Beyond the procedural gap, the text of Law No. 33 remains highly generic, overly broad, and obscure. It provides for a comprehensive restoration process of all documents lost or destroyed in a real estate zone, which is the registered location of numerous properties. Several such areas exist across Syria which were beset by the loss of cadastral documents.

Impreciseness and ambiguity are significant issues in the law. To put this vagueness into perspective, legal researchers with STJ analyzed Article 9. The article prescribes that everyone with a right registered in the cadaster is entitled to “file a lawsuit before the ordinary courts within five years from the date the decision of the real estate judge has become final to claim the real property and within fifteen years to claim material compensation.”

The article, however, does not specify the beginning date of the compensation interval. It remains unclear whether the duration starts only after the period for claiming the real property is due—making the overall period for claiming the property and compensation 20 years, or after the decision of the judge has been final—making the overall period 15 years.

Additionally, the article does not define the nature of intervals granted for claiming the property or compensation, whether lapse or limitation periods.

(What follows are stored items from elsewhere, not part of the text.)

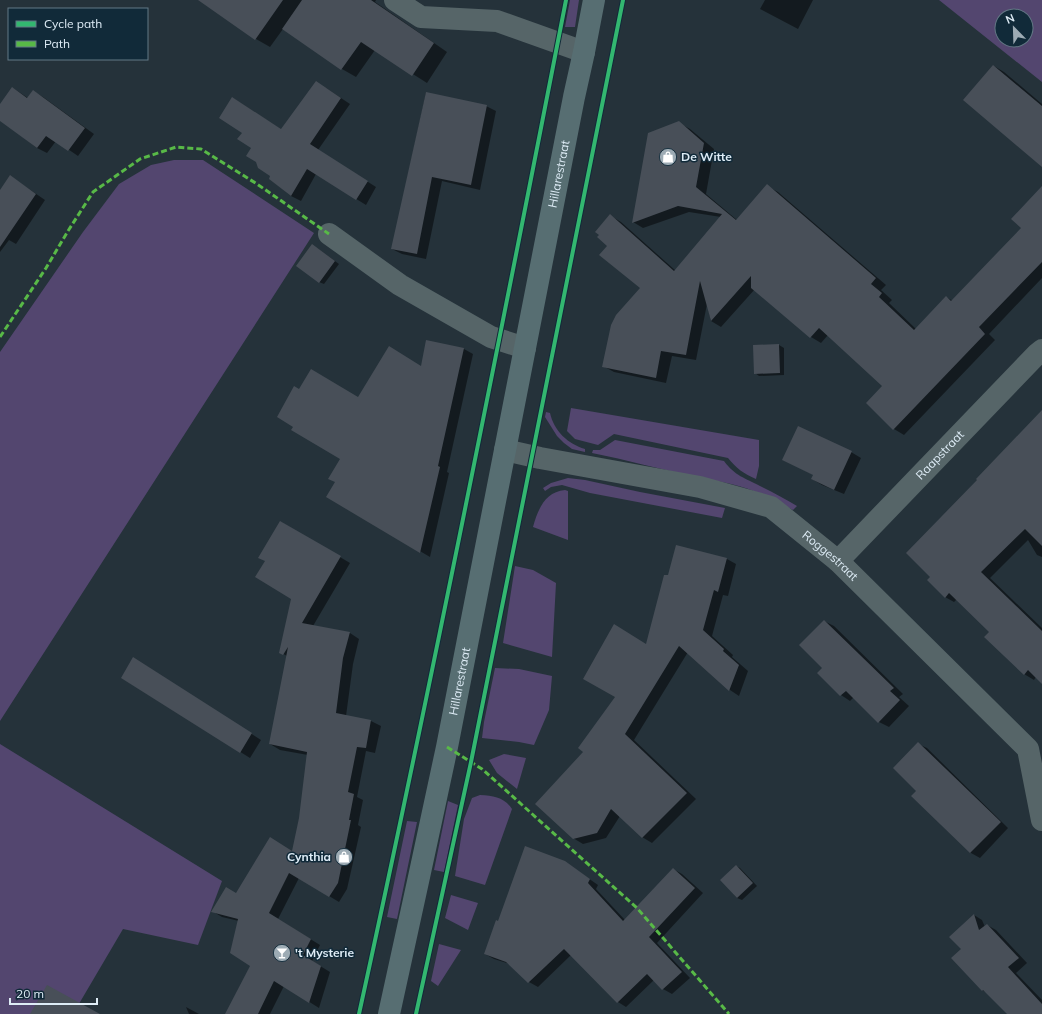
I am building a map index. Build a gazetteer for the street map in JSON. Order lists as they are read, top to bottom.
{
  "streets": {
    "main road": ["Hillarestraat"],
    "street": ["Raapstraat", "Roggestraat"]
  },
  "crossings": [
    ["Hillarestraat", "Roggestraat"],
    ["Raapstraat", "Roggestraat"]
  ],
  "places": {
    "shop": ["De Witte", "Cynthia"],
    "bar": ["'t Mysterie"]
  },
  "legend": ["Cycle path", "Path"],
  "scale_bar": "20 m",
  "north": "top left"
}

Should they be lapse periods, the right holder cannot claim the right once the designated periods have expired, regardless of whether he/she has reasons or impediments that may require suspension or discontinuation of court proceedings. By contrast, should the interval be of limitation, it then would be subject to the provisions of suspension and discontinuation, which usually apply to the statute of limitations if available.[10]

Notably, this distinction is necessary because it establishes the obligations of the court and claimant regarding the proceedings of the claim. Lapse periods fall under public order and thus make the court responsible. In other words, the judge decides on the case even if claimants do not act themselves. However, limitation periods are not part of the public order; therefore, the responsibility is that of the claimant, not the court.[11]Claimants themselves should urge the court to decide on the case.

Broad Powers Granted to Executive Authorities

Article 4 of Law No. 33 stipulates that the commencement of “restoration” is due to a decision from the relevant minister, which the minister makes based on a proposal from the General Directorate of Real Estate Interests.

Before filing a restoration proposal, the concerned directorate of real estate interests must prepare a memo about the damaged or lost real estate documents attached to the reports corroborating the loss or damage. The note identifies the real estate areas where the restoration of documents would be conducted, the type of documents to be restored, and the activities the restoration would involve.[12]

The Director General of Real Estate Interests then assesses the memo, checking whether it is sufficient and complies with the law. Should the memo be convenient, the Director General submits a proposal to the Minister of Justice to issue the commencement decision.[13]

By assigning the assessment to the Director General of Real Estate Interests, the legislator places the power of decision-making on a vital issue in the hands of the executive authority, which the directorate represents. Consequently, this dynamic puts the fate of property owners and their rights at the mercy of the executive authority’s interpretation of the law and, by extension, the security services, with which the directorate maintains tight ties. Under such an affiliation, the restoration measure is no longer a manifestation of justice but rather a politicized conduit subject to the whims and agendas of the security services.

Notably, the Syrian government has turned the flexibility of interpretation and its influence on the evaluation of the restoration memo into a punitive tool. The government has used the restoration measure against residents who held anti-government sentiments in areas armed opposition groups controlled in previous years.[14]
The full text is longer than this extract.